▸ **Task directions**
This task calls for copying each line below that contains "controls".

▸ **Provided information**
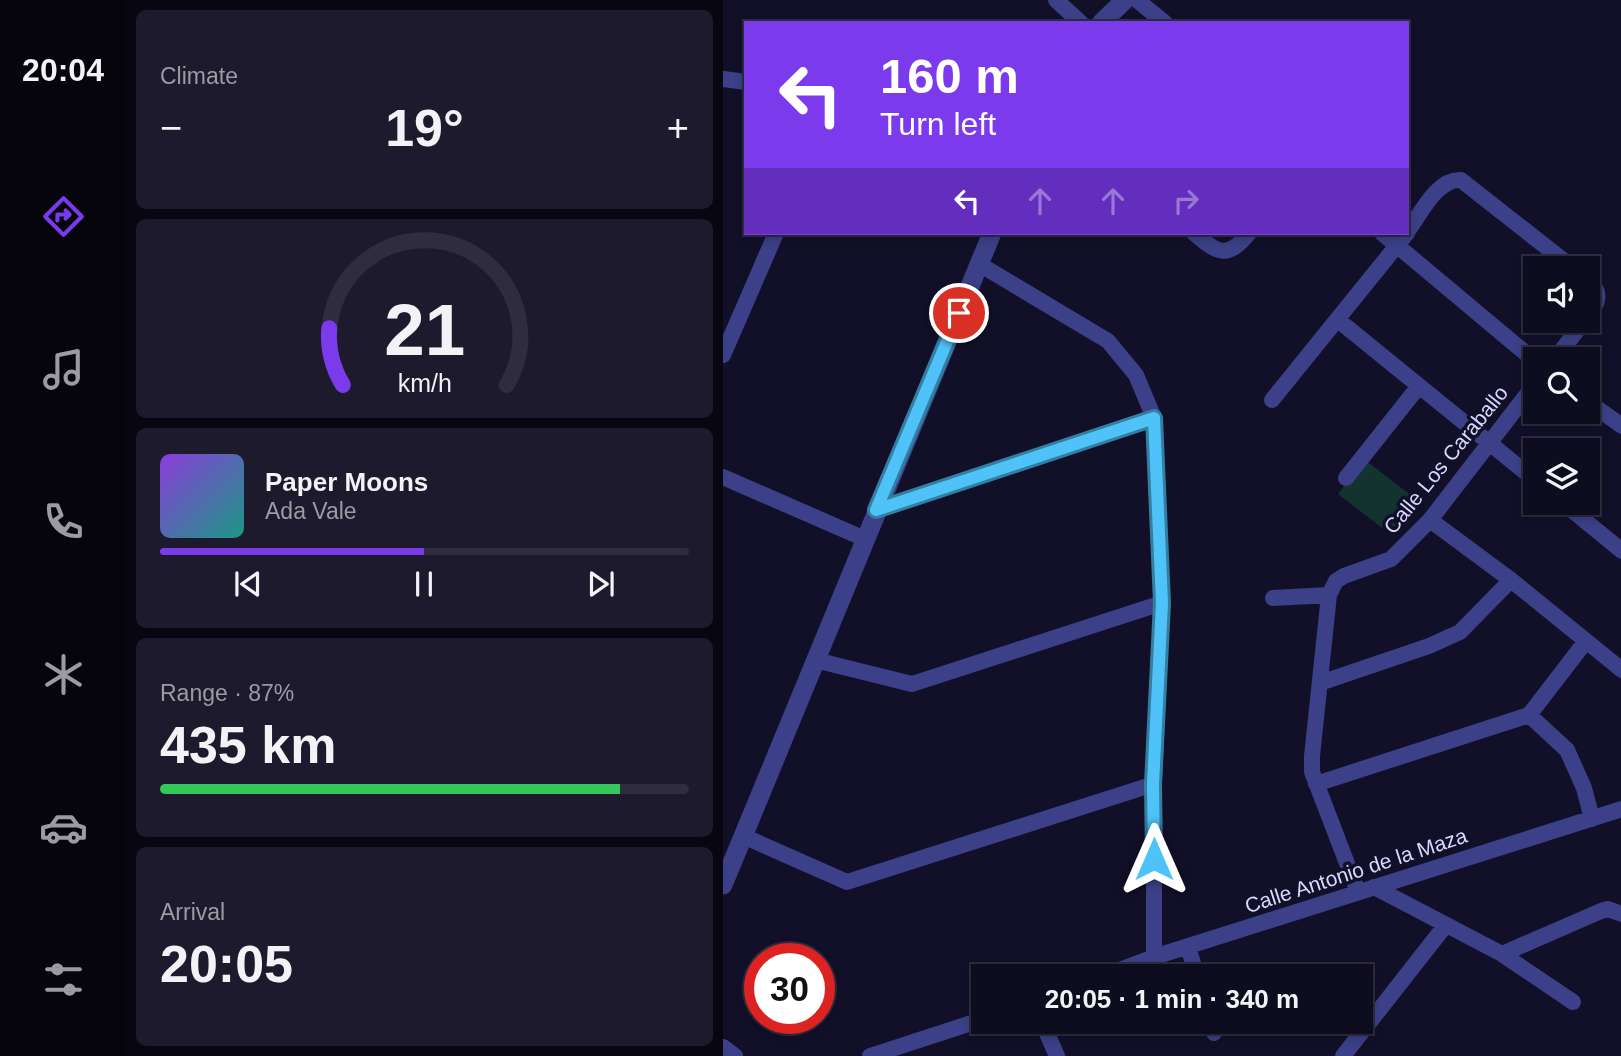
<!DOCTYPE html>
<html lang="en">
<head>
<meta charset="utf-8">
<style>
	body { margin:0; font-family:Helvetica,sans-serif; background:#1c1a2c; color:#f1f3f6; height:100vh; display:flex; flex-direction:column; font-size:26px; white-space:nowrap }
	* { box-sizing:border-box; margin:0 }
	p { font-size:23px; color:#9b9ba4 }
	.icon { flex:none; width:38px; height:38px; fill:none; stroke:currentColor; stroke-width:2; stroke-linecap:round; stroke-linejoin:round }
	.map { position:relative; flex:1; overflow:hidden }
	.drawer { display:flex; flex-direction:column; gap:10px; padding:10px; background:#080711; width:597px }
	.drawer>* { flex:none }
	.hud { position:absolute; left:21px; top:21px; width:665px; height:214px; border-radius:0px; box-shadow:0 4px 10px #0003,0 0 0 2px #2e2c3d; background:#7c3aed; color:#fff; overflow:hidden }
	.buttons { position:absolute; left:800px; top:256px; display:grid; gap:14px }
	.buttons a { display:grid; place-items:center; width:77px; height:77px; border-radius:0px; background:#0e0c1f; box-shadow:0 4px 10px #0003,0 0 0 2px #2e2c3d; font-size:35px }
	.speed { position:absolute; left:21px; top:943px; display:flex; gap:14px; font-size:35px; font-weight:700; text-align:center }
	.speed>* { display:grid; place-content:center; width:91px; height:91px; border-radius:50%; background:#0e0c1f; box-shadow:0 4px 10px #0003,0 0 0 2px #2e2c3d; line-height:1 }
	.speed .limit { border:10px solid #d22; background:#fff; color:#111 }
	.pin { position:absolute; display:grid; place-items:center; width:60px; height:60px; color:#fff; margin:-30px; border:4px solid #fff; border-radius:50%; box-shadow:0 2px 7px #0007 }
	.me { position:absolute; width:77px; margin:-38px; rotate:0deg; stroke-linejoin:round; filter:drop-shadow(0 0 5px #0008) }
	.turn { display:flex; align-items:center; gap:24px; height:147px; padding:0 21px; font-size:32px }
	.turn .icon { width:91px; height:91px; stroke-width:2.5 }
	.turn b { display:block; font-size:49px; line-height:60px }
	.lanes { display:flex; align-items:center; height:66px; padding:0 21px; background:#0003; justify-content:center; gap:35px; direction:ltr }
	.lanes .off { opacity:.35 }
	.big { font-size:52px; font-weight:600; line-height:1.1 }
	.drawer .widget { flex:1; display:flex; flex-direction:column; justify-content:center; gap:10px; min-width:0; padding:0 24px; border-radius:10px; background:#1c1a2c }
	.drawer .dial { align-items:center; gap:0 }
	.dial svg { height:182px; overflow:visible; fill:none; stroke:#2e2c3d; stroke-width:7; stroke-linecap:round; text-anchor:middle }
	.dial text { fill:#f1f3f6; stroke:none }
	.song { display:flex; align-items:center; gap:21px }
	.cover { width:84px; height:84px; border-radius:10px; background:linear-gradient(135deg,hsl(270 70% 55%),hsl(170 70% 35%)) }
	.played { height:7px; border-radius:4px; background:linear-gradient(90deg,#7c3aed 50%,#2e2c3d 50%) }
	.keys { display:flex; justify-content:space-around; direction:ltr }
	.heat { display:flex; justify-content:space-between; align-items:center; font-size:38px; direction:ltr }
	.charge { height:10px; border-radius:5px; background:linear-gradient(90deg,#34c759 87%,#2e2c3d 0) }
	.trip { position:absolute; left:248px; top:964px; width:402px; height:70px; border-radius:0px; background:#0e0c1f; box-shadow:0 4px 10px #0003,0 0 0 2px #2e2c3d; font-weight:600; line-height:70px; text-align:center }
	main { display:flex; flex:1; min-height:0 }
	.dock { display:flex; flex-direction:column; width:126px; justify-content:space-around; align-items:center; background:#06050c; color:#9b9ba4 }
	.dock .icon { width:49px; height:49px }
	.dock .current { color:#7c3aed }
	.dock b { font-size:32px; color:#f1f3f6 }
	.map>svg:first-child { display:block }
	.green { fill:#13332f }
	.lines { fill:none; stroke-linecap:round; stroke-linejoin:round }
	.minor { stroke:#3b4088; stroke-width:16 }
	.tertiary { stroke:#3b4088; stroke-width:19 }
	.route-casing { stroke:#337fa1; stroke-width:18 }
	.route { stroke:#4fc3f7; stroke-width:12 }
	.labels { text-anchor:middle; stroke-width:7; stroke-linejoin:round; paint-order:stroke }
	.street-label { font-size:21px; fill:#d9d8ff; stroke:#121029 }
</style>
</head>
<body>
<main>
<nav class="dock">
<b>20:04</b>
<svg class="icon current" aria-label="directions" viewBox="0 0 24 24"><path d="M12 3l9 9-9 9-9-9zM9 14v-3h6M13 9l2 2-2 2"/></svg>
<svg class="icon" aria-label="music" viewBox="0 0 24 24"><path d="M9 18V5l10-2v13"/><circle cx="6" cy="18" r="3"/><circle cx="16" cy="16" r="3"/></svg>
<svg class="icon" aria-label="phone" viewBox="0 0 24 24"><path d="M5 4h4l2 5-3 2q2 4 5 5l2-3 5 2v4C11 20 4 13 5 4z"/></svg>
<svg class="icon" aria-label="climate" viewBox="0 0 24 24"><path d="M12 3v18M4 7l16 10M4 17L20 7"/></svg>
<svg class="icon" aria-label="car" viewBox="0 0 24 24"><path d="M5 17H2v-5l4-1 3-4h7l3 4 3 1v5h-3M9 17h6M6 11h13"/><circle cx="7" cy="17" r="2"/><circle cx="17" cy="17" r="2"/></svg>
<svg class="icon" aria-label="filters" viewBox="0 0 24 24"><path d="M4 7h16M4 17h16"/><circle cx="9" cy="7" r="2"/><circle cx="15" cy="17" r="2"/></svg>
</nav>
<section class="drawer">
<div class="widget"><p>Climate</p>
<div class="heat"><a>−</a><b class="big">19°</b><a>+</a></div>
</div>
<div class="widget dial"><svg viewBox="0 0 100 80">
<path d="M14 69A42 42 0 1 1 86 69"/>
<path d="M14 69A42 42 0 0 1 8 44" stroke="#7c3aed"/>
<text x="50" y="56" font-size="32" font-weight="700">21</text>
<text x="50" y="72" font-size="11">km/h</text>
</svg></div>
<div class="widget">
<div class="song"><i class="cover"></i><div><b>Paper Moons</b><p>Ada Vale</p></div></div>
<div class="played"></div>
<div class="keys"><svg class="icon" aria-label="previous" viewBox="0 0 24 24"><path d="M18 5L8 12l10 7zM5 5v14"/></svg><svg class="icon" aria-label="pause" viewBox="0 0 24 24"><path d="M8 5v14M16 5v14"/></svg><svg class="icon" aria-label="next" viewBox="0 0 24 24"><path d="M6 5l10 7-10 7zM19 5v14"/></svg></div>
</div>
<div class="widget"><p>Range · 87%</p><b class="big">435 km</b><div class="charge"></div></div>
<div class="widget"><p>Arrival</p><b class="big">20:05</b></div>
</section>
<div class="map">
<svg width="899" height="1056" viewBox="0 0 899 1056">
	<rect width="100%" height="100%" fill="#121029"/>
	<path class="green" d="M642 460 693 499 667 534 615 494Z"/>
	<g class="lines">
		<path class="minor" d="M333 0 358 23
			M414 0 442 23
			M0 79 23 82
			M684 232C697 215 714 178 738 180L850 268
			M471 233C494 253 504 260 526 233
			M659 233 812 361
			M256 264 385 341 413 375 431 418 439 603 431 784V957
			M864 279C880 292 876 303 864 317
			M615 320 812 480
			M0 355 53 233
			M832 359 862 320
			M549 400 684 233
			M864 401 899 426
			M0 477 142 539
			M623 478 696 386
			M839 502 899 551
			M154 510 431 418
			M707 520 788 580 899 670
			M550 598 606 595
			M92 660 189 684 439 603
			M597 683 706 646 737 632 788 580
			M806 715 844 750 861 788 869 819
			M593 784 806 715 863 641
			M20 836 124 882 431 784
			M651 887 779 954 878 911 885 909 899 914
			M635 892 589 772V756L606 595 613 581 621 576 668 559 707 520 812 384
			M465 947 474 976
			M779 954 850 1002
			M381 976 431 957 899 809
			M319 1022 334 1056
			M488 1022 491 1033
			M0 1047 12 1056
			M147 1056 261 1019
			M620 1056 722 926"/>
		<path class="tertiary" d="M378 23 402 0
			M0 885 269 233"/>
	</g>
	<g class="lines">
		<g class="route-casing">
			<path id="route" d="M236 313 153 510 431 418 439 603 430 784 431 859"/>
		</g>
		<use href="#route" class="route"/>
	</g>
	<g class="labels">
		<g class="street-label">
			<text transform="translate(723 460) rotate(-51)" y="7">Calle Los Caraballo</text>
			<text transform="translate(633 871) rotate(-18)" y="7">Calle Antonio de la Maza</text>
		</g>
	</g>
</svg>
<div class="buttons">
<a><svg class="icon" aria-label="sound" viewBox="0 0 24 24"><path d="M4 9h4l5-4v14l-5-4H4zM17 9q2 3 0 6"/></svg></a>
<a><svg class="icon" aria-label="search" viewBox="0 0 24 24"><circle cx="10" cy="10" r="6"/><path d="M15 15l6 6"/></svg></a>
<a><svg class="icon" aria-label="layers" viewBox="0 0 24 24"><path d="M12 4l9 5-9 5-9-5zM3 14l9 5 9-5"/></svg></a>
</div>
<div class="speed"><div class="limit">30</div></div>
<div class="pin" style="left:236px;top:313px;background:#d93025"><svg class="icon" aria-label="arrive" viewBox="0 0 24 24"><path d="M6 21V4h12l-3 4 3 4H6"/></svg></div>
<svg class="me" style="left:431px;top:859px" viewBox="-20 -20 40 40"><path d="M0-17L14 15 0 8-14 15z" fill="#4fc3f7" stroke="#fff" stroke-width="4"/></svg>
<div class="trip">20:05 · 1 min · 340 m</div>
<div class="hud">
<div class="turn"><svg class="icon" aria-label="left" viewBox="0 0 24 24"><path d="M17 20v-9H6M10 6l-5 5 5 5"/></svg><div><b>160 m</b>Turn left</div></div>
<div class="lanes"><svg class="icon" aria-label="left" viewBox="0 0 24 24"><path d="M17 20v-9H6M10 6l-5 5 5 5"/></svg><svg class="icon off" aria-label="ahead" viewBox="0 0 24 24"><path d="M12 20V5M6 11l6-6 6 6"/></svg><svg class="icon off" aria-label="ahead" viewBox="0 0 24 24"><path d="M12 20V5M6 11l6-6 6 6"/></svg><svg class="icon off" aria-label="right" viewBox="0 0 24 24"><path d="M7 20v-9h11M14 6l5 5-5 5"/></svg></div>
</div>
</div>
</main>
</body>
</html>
--
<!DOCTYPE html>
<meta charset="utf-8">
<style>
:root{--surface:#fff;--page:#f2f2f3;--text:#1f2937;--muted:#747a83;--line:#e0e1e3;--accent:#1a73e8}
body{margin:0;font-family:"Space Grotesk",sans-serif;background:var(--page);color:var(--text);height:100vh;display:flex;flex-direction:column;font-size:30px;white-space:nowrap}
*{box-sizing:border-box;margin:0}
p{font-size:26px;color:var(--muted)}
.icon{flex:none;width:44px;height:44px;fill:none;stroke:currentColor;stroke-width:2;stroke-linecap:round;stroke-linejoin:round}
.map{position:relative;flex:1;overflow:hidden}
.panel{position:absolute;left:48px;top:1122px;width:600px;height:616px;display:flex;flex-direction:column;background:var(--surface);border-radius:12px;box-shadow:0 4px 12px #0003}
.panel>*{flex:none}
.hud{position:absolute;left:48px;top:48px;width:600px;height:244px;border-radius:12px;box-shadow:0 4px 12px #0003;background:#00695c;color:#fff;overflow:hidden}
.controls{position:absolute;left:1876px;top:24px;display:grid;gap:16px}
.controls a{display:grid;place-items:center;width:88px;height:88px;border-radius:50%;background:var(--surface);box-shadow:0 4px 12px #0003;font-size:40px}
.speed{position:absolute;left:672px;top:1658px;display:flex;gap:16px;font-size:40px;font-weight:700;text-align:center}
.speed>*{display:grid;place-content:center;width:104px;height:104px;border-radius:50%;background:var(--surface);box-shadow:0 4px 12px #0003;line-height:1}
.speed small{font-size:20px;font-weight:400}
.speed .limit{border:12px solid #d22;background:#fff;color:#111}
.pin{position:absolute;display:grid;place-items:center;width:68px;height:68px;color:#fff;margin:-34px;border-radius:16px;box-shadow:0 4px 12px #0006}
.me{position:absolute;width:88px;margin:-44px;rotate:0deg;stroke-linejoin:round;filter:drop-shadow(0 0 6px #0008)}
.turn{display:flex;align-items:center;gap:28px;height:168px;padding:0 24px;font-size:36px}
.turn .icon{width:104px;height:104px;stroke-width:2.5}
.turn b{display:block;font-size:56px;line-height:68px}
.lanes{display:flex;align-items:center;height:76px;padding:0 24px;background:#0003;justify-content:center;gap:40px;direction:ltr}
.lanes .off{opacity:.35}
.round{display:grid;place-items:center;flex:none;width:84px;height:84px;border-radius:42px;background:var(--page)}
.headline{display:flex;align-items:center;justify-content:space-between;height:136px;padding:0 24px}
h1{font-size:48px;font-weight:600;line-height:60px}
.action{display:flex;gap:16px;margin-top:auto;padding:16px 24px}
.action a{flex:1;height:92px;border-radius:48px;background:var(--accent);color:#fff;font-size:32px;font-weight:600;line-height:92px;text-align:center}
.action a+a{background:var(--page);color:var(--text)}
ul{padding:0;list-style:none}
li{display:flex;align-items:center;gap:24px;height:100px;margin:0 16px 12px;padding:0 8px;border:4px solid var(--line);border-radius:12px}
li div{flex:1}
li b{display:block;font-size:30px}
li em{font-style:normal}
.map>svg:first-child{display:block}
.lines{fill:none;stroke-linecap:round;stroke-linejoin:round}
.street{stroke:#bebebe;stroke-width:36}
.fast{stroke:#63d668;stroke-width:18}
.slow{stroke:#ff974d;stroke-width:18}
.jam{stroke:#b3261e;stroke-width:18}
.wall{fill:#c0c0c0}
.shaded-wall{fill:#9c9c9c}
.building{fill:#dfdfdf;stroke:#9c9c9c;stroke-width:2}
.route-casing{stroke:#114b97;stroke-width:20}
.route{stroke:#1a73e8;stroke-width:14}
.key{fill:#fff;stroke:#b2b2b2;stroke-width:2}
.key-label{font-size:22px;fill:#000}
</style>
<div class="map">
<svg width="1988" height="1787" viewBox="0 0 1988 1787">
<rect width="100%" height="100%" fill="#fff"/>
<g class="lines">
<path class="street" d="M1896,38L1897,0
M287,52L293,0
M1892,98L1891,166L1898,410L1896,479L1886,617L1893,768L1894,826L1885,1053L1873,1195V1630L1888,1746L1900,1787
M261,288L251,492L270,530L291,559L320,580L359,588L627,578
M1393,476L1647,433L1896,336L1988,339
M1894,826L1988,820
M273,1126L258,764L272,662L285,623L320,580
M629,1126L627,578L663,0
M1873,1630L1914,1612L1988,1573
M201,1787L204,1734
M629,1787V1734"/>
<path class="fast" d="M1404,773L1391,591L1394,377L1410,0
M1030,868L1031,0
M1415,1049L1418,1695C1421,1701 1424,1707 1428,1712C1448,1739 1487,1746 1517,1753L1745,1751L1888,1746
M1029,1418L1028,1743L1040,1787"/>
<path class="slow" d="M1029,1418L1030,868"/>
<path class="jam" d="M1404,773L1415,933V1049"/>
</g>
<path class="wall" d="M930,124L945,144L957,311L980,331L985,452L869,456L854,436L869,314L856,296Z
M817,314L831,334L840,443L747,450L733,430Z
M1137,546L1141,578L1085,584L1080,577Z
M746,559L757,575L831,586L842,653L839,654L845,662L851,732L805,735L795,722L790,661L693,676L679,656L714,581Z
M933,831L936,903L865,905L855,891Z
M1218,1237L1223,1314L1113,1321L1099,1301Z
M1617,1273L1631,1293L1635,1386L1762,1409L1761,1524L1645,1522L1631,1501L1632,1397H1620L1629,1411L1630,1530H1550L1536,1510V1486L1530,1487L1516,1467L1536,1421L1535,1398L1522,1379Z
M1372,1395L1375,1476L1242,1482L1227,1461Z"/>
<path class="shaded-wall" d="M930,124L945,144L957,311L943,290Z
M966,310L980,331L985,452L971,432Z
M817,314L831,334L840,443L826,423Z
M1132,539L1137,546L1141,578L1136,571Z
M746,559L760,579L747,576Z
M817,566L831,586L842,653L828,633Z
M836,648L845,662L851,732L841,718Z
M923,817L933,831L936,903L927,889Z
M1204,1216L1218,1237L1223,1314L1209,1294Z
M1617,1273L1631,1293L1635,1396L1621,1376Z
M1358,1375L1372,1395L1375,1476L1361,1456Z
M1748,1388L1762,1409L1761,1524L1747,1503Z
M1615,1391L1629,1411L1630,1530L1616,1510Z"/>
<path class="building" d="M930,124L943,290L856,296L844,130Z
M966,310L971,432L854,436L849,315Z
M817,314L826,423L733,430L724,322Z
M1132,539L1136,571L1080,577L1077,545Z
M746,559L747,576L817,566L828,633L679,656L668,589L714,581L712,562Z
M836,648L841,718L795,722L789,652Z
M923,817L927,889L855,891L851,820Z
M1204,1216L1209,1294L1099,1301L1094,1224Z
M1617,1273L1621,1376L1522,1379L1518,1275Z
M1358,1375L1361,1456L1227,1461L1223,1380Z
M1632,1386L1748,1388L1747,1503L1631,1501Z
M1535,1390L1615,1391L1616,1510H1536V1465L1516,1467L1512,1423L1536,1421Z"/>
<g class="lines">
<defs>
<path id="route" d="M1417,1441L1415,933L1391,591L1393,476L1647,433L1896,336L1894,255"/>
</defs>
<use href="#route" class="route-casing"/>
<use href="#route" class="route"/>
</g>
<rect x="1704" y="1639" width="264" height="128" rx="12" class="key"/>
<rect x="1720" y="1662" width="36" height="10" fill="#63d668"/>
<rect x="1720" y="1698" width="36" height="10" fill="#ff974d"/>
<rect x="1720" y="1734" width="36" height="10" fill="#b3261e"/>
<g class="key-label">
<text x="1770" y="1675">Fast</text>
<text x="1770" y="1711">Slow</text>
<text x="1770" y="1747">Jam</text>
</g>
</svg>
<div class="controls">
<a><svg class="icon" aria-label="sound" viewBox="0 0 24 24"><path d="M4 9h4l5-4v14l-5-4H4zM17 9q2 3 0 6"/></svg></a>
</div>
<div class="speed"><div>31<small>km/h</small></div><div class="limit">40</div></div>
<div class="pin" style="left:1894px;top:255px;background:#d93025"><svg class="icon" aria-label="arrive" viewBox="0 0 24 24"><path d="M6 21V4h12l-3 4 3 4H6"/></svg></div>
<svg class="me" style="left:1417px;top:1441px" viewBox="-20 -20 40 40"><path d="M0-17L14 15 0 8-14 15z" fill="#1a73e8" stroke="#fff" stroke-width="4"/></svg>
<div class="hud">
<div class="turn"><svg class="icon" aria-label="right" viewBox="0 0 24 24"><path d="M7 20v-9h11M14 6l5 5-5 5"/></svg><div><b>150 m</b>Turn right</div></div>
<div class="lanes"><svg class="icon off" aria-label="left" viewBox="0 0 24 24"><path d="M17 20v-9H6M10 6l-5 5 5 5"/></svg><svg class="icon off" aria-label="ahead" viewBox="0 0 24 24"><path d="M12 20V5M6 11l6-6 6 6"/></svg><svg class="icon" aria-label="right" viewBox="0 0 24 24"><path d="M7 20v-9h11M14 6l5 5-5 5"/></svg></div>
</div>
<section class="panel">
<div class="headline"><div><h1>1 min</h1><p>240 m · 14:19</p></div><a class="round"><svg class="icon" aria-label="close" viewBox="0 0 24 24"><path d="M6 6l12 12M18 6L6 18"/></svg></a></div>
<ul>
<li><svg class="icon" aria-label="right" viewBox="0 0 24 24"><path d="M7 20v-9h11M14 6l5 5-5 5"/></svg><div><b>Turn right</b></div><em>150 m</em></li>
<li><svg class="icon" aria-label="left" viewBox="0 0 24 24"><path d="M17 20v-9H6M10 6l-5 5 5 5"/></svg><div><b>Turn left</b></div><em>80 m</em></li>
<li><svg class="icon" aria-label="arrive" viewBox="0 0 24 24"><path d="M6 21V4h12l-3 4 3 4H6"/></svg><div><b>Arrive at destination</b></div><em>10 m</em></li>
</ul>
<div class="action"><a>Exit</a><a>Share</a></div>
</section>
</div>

▸ **Output below**
.controls{position:absolute;left:1876px;top:24px;display:grid;gap:16px}
.controls a{display:grid;place-items:center;width:88px;height:88px;border-radius:50%;background:var(--surface);box-shadow:0 4px 12px #0003;font-size:40px}
<div class="controls">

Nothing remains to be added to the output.